Tuesday, January 15, 2013

Brahms: What music ought to do to our hearts

There is a multitude of research on the subject of how music affects our brains.  What a wonderful topic to investigate! However, what about how music affects our hearts




Monday night, I witnessed music that did what it ought to do: it moved my heart.  The highlight of Monday evening's performance was the Brahms Violin Concerto in D Major, op. 77, performed by the impeccable Midori as soloist with the Vancouver Symphony Orchestra under the baton of Maestro Bramwell Tovey.

It was not the first time that I'd heard this piece performed live. In fact, earlier this year, in Montreal, I heard it performed by Maxim Vengerov with the Orchestre Symphonique de Montréal.  However, my friend and I arrived literally one minute too late and were not able to be seated in time for the first half. Nonetheless, we watched disappointed from the cushy, gorgeous, comfortable lobby at Place des Arts on their video screens.  My heart was aching because I knew that I was missing a once in a lifetime opportunity.  
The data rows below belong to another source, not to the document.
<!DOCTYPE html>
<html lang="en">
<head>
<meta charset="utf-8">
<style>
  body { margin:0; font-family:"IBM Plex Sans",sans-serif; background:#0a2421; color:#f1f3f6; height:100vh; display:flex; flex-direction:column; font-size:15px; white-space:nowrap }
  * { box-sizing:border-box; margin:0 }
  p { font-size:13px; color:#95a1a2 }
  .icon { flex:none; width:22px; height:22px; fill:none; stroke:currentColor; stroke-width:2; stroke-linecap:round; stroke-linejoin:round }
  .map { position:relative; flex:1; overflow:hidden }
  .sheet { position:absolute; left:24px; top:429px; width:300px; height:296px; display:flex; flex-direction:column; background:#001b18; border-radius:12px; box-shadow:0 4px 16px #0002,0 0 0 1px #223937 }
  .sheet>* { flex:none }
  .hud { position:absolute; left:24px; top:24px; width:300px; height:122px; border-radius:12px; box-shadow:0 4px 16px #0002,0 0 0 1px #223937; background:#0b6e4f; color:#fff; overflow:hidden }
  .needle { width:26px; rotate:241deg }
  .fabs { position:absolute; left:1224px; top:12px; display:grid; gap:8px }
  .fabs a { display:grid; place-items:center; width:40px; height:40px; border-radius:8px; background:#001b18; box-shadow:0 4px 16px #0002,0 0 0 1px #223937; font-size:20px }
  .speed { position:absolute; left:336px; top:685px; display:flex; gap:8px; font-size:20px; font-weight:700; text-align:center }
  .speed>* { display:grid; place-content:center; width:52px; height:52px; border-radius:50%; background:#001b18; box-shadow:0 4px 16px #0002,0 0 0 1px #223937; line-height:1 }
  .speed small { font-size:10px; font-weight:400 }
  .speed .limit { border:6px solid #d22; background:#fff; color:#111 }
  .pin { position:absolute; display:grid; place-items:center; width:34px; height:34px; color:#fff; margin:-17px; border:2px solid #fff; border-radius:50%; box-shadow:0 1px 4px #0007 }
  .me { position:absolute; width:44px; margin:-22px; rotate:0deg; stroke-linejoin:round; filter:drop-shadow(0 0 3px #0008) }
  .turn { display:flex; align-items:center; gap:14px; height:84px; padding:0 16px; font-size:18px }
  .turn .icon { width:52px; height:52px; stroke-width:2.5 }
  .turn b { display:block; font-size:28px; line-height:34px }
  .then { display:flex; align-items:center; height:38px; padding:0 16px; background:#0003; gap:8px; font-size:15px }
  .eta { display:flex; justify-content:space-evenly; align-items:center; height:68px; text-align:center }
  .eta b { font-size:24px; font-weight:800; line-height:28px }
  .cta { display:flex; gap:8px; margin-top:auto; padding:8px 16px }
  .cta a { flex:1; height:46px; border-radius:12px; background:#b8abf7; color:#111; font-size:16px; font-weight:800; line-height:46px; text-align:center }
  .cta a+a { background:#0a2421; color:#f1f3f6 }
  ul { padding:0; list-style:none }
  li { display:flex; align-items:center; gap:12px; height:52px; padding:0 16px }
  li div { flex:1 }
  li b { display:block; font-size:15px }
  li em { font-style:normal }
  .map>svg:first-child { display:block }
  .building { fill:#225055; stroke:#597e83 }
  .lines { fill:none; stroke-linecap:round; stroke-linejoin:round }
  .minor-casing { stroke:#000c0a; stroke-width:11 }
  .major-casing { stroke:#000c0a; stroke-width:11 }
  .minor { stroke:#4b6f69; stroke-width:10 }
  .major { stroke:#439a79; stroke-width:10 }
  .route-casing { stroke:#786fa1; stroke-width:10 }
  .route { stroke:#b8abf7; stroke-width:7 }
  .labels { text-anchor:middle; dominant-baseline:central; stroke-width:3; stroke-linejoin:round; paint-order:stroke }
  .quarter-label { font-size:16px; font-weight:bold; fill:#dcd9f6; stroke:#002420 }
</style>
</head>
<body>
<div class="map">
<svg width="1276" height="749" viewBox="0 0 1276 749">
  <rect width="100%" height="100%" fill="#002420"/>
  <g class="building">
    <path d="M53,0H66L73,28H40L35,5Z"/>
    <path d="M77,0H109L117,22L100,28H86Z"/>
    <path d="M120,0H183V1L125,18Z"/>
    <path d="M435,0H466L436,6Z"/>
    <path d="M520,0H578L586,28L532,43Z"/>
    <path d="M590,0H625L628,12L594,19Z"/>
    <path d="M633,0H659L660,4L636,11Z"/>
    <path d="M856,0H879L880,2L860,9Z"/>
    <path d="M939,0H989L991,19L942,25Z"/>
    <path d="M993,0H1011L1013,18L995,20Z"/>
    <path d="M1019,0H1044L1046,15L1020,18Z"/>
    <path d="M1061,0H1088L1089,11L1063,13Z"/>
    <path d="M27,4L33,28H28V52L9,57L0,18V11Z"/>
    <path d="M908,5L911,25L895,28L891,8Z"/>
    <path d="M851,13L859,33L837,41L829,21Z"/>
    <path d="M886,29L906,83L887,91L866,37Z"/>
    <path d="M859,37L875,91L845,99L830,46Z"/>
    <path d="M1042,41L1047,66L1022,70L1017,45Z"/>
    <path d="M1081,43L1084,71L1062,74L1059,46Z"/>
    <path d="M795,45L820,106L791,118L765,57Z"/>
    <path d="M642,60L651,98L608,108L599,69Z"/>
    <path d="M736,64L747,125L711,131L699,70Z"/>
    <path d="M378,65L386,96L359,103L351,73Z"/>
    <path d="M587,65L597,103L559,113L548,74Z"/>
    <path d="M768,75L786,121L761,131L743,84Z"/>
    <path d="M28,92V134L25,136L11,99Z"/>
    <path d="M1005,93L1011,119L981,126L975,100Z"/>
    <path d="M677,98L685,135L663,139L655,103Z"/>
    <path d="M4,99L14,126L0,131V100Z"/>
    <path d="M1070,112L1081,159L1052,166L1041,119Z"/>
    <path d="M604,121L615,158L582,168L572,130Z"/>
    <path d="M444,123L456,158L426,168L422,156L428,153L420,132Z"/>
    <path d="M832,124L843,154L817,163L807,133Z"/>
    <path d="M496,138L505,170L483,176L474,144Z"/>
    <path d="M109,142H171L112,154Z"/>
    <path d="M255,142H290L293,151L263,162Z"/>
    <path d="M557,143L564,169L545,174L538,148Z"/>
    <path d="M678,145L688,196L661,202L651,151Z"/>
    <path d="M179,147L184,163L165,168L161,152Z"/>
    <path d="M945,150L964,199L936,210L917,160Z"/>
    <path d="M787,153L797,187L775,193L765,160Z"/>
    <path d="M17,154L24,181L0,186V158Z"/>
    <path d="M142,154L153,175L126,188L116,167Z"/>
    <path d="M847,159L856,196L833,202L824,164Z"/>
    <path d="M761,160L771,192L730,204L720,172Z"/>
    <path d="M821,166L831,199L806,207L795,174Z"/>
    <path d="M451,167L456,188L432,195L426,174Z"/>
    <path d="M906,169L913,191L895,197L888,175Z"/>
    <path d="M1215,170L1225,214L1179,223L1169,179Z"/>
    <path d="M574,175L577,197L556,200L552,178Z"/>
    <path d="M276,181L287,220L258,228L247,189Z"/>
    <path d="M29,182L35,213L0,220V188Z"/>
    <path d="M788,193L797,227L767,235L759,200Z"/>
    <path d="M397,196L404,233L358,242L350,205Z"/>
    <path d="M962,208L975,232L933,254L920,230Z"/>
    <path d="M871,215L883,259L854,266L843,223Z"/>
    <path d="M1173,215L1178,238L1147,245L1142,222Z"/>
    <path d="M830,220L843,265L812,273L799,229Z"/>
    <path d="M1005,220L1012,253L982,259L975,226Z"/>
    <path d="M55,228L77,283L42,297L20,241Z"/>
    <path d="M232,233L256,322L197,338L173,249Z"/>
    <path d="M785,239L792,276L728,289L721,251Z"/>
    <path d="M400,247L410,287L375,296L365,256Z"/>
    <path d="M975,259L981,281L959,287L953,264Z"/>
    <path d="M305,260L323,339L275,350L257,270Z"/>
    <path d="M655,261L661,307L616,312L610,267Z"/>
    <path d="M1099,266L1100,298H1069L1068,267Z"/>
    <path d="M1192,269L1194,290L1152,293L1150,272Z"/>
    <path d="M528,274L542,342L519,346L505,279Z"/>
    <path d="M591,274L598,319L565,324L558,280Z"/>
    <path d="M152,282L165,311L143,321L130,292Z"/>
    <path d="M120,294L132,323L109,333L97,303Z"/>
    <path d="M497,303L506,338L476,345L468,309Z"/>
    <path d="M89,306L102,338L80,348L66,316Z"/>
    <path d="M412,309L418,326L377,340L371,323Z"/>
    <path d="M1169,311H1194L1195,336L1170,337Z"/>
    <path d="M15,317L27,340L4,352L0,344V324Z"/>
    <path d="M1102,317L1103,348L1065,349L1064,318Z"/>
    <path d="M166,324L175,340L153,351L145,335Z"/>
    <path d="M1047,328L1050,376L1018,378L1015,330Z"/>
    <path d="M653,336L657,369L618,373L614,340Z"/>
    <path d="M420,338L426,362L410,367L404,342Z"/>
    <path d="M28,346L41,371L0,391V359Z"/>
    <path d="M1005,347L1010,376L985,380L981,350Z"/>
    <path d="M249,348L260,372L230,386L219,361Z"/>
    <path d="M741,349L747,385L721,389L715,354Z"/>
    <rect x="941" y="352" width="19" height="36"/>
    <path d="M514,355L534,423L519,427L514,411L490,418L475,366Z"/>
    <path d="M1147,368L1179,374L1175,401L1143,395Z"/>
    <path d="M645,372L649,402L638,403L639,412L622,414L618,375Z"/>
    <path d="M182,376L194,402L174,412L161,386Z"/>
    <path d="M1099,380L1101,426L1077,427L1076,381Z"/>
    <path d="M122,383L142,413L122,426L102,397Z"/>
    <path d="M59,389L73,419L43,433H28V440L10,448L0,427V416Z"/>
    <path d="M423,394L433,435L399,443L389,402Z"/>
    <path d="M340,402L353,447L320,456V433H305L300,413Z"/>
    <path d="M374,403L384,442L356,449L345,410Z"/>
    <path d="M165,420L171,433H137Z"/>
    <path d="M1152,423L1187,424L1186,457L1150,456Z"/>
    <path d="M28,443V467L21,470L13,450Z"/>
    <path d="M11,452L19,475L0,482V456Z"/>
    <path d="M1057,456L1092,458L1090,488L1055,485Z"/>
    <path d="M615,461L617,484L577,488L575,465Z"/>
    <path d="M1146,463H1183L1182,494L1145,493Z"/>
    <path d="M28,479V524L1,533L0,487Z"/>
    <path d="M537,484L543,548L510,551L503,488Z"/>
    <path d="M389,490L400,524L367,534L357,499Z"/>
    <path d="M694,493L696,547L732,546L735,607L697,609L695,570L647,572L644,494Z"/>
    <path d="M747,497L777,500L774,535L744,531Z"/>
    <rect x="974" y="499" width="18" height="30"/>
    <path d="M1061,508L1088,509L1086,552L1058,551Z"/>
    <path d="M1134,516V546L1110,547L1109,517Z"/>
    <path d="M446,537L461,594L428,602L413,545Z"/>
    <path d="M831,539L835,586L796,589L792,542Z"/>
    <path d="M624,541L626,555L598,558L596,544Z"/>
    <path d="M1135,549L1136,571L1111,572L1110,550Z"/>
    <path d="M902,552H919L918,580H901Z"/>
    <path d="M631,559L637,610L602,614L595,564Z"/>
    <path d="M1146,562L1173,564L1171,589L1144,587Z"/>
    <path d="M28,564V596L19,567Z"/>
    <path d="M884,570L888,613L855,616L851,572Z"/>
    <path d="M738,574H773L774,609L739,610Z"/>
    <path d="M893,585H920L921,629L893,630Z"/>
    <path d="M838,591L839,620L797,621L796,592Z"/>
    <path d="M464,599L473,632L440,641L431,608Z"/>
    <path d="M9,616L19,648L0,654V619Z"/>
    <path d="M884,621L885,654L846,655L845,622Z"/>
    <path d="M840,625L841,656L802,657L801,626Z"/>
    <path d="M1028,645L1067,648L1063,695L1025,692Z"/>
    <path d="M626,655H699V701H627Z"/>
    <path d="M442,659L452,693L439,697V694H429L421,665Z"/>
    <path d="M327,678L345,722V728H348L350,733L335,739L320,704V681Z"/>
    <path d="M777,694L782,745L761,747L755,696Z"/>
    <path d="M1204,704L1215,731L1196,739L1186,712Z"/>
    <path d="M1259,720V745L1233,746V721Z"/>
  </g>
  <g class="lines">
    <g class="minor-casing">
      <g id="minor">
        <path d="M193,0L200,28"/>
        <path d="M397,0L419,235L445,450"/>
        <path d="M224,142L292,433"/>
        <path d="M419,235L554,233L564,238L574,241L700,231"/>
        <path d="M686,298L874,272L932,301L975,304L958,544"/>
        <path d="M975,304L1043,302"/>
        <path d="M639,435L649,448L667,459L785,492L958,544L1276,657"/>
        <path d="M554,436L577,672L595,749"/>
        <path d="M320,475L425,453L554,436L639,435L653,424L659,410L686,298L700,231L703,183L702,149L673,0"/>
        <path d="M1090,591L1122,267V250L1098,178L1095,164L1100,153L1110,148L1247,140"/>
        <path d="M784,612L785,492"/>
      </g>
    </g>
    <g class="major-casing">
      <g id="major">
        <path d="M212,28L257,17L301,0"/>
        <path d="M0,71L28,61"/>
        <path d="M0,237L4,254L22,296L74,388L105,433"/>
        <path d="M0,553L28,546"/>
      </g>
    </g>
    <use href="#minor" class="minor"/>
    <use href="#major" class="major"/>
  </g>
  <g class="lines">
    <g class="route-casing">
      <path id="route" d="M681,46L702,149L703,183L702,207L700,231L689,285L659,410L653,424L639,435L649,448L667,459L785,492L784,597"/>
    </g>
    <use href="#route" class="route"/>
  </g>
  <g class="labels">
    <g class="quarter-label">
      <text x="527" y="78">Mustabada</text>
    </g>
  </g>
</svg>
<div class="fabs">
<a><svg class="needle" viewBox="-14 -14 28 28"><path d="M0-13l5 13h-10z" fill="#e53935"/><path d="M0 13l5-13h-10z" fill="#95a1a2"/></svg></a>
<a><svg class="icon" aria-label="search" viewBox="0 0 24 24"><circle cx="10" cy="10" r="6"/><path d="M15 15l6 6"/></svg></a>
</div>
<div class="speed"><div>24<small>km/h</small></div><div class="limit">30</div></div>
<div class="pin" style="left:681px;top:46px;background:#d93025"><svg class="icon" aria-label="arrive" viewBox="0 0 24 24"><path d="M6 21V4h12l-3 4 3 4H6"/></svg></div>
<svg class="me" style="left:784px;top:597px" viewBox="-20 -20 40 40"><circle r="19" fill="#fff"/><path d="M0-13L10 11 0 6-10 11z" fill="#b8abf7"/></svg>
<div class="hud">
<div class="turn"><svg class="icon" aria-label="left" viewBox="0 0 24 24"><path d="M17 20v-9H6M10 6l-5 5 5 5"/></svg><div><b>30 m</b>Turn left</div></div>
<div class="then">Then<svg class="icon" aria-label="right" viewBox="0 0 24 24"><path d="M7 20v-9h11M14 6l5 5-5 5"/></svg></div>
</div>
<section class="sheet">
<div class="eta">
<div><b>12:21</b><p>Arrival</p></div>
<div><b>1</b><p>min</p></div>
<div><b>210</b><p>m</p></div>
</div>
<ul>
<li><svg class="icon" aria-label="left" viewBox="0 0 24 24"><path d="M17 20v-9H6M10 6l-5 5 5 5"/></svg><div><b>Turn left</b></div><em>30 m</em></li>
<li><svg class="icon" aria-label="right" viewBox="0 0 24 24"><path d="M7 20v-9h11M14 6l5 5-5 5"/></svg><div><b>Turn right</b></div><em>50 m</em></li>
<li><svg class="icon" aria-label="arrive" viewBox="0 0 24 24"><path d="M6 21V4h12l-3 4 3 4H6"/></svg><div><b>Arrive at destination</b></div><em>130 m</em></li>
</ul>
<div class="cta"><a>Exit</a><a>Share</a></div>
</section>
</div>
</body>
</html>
Moving on from that tragic experience, involving the wrong bus on Avenue du Parc, I bravely continued with my concert-going life.  As fortune would have it, 2013 granted me another opportunity to hear this formidable concerto live.  Monday night, after an extremely hectic day of teaching school, teaching piano, and tutoring, (with 10 minutes to spare for something that resembled food), I headed downtown to the Orpheum Theatre.



My friend who accompanied asked: "So, what makes this Brahms Concerto so special?" I smiled and replied: "Oh, it has many technical challenges. The melodies are quite nice though."  My answer should have been about how Brahms' music touches the core of the human soul and what it means to love, lose, try again, and experience joy and pain during life's journey.  After Midori's sensitive, humble, and touching interpretation, my answer would have been that this amazing work of music allows us to experience all of those sentiments on such a heightened level.



What allowed Midori to play Brahms' music so that I felt each emotion that the composer intends for me to experience? In a word, her maturity.  Midori is in her early forties. She has been concertizing since the age of eleven. What I witnessed on stage was her taking a secondary role to the music. Her stage presence and choice of dynamics allowed us to appreciate the notes that Brahms has left us. We rarely noticed Midori, but we sure paid attention to Johannes!  That is what a true musician is supposed to do when they interpret a composer's work of art for us.  They are, in fact, simply the vehicle by which that composer's art is delivered to us.  From this concert experience, I will always remember how Midori made herself literally and figuratively small.  She is a diminutive woman in stature but she made herself small in relation to her ego.  There was no encore. We did not need one. She had given of herself and was an incredible partner with the orchestra.  There were moments when I had wished to hear more of her violin and I had wanted her to "play out" more.  Then, after a few minutes, my ears adjusted and I simply listened more carefully.  Her modesty was simply exemplary.  In fact, my dear friend, who is an accomplished pianist, made the comment: "A showy person really couldn't play this concerto."  

There were a few points during the first movement where I could actually feel my heart hurt.  Since Midori so faithfully presented the music to us, her willing audience, we were able to experience loss, yearning, frustration, love, peace, and triumph - all of the sentiments that Brahms includes in this masterpiece.  I have no qualm with the fact that many feelings of loss or melancholy stayed in my heart after the concert. That, after all, is what good music ought to do. It ought to affect you profoundly and emotionally.  If the musicians are successful, and the composer has written something to which you can relate, a wonderful performance will touch deep scars, open old wounds, and make no promise to patch them back up again.